Contexto en el que La muerte y la vida de las grandes ciudades americanas. Emergido
Jacobs hace todo lo posible para mostrar por qué (entonces) los enfoques contemporáneos de planificación y políticas urbanas estaban socavando en gran medida el papel de las ciudades a la hora de conectar y cultivar la diversidad económica. Ella abre su libro con la línea: ‘Este libro es un ataque a la planificación y reconstrucción urbana actual..’ Esa planificación y reconstrucción a la que se refería en 1961, y que hasta cierto punto sigue presente hasta el día de hoy a pesar de la influencia que han tenido sus obras, se basaba en la creencia de que las ciudades, a pesar de sus ventajas económicas, no eran lugares deseables para vivir y, por el contrario, eran focos de vicio y criminalidad. Encabezada por el urbanista británico Ebenezer Howard, la Ciudad Jardín propuso una alternativa al crecimiento urbano denso, designando usos de suelo permitidos en áreas específicas, segregando usos residenciales, comerciales e industriales y, lo más importante, suprimiendo las densidades para que nunca pudieran superar un cierto punto. Una versión ligeramente modificada de estas ideas llegó en forma de Ciudad Radiante de Le Corbusier (búsquela si aún no está familiarizado: ¡es sorprendente!); modernismo en forma física que rápidamente surgió del ámbito académico al físico con la construcción de vastas extensiones de proyectos de vivienda en los Estados Unidos, la Unión Soviética y más allá. Al malestar de la ciudad se sumó el movimiento Ciudad Hermosa, iniciado por la Exposición Colombina de 1893, que inició un movimiento de concentración de edificios cívicos en un solo lugar. Los defensores de estos tres tipos de nuevo urbanismo contra los que apunta Jacobs rara vez tuvieron malas intenciones, subraya en todo momento. Sin embargo, sus ideas se basaban en un malentendido fundamental sobre lo que conducía a una diversidad económica exitosa en las ciudades.

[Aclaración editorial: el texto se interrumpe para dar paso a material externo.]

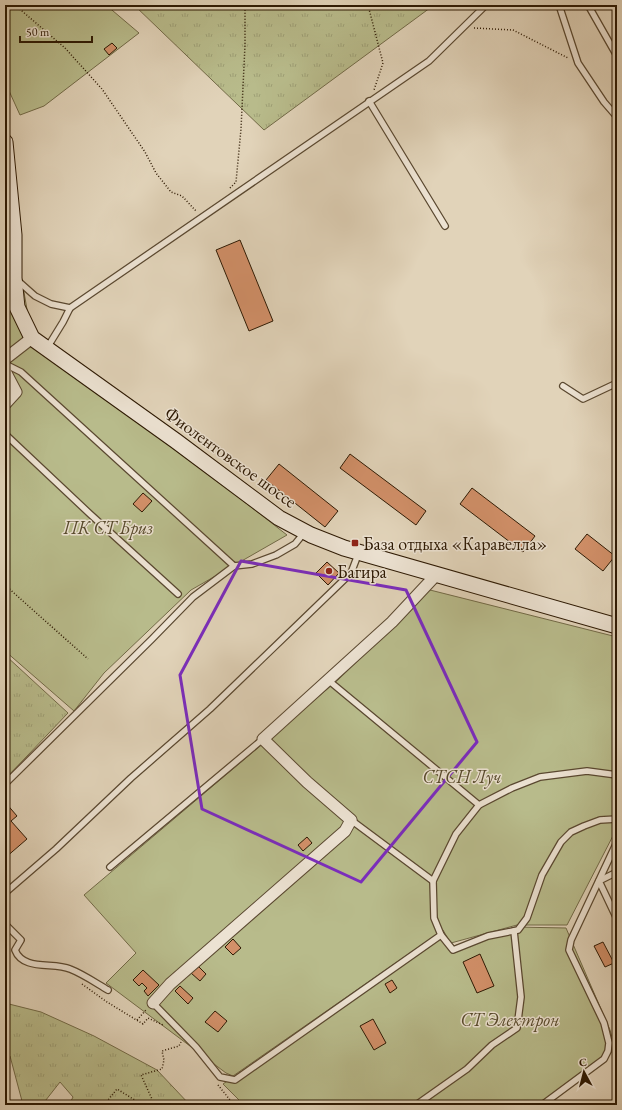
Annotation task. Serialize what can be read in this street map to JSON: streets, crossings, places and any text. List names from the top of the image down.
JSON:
{
  "streets": {
    "main road": ["Фиолентовское шоссе"]
  },
  "parks": ["ПК СТ Бриз", "СТСН Луч", "СТ Электрон"],
  "places": {
    "transit": ["База отдыха «Каравелла»"],
    "other": ["Багира"]
  },
  "scale_bar": "50 m",
  "north": "top"
}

Para que una ciudad tenga éxito, crezca y prospere, se necesita un uso mixto del comercio y de las personas para que un área pueda sostenerse de manera uniforme durante todo el día. Para que surjan y se arraiguen nuevas ideas y negocios, la ciudad debe contener una variedad de unidades nuevas y antiguas; unidades antiguas que permiten la existencia de ideas económicamente arriesgadas o con bajos gastos generales. Para que los vecindarios mejoren, el cambio debe ser gradual y no catastrófico, asegurando que las comunidades y los vecindarios tengan tiempo para formarse de manera sólida. La densidad, más que nada, importa, pero es esencial que esta diversidad exista de una manera que la ciudad pueda aprovechar. La densidad, a menos que vaya acompañada de usos mixtos, manzanas cortas que permitan la vida en la calle y sustenten una variedad de usos económicos, significa muy poco. De eso eficaz La densidad (es decir, una densidad que es efectiva porque se combina con razones para que las personas se mezclen e interactúen con personas fuera de sus círculos sociales habituales, aunque sea ligeramente), deriva de todos los demás beneficios que confieren las ciudades: comunidades fuertes, calles más seguras ya que habrá mucha gente para vigilarlas, nuevos negocios que pueden aprovechar los recursos más amplios de la ciudad y la oportunidad de interacción social espontánea y no planificada.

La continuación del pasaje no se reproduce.